## TASK GOAL
Print every line below exactly as written, but leave the pictures behind.

= = =

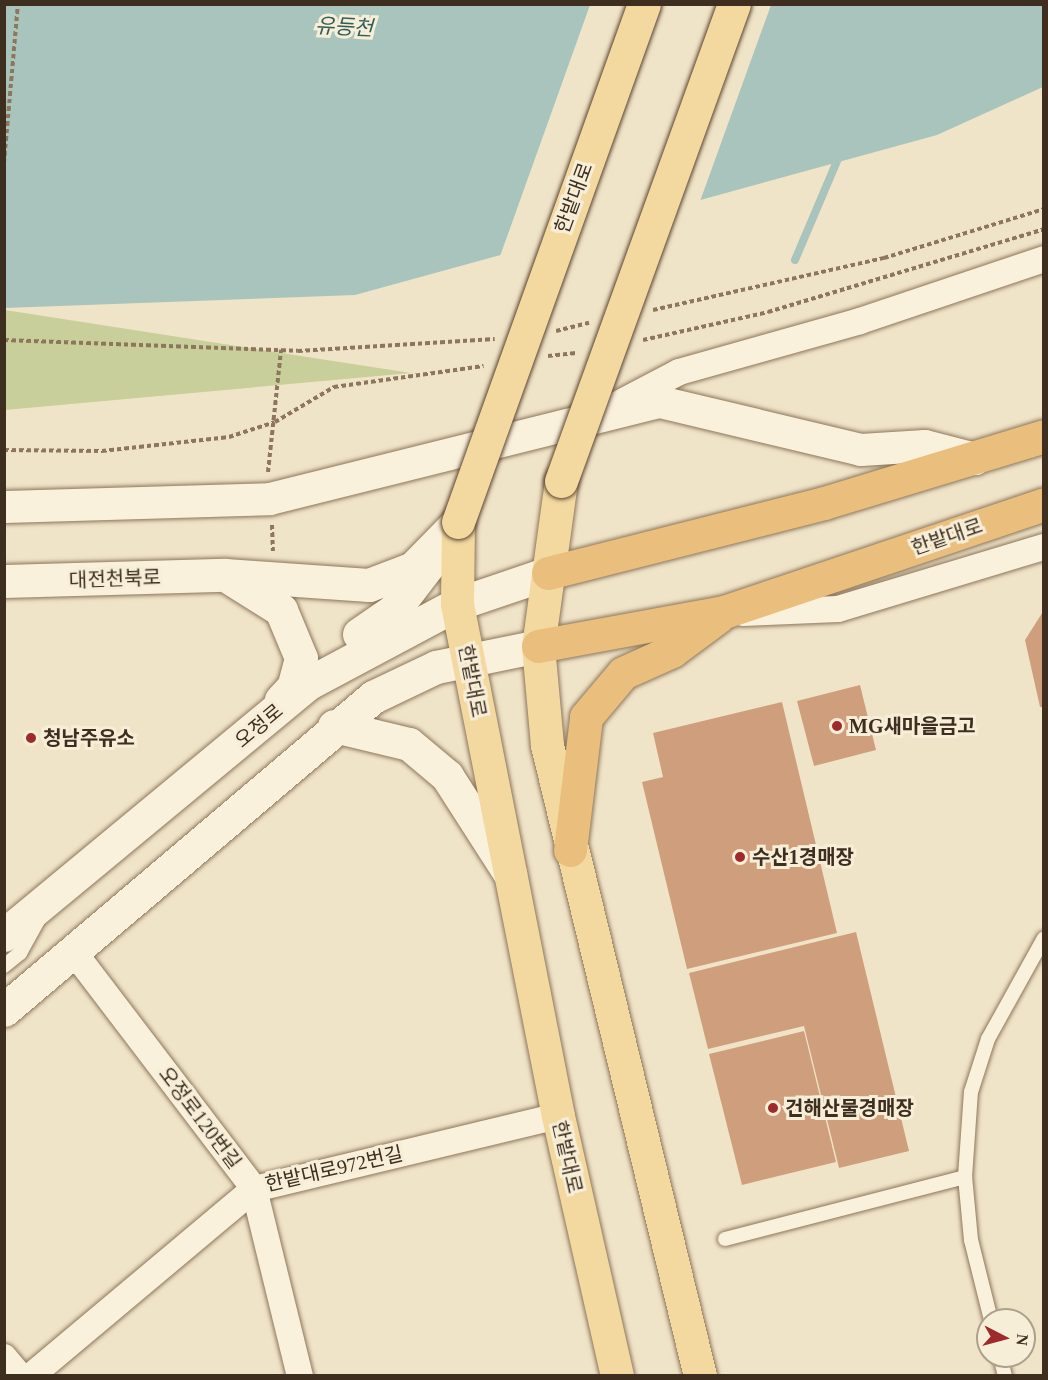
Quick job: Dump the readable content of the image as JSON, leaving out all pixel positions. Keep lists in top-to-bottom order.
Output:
{
  "streets": {
    "highway": ["한밭대로"],
    "main road": ["대전천북로", "오정로"],
    "street": ["오정로120번길", "한밭대로972번길"]
  },
  "crossings": [
    ["한밭대로", "대전천북로"],
    ["한밭대로", "오정로"],
    ["한밭대로", "한밭대로972번길"],
    ["오정로120번길", "한밭대로972번길"]
  ],
  "water": ["유등천"],
  "places": [
    "MG새마을금고",
    "청남주유소",
    "수산1경매장",
    "건해산물경매장"
  ],
  "north": "right"
}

= = =

## WRITTEN ANSWER
Quick job: Dump the readable content of the image as JSON, leaving out all pixel positions. Keep lists in top-to-bottom order.
Output:
{
  "streets": {
    "highway": ["한밭대로"],
    "main road": ["대전천북로", "오정로"],
    "street": ["오정로120번길", "한밭대로972번길"]
  },
  "crossings": [
    ["한밭대로", "대전천북로"],
    ["한밭대로", "오정로"],
    ["한밭대로", "한밭대로972번길"],
    ["오정로120번길", "한밭대로972번길"]
  ],
  "water": ["유등천"],
  "places": [
    "MG새마을금고",
    "청남주유소",
    "수산1경매장",
    "건해산물경매장"
  ],
  "north": "right"
}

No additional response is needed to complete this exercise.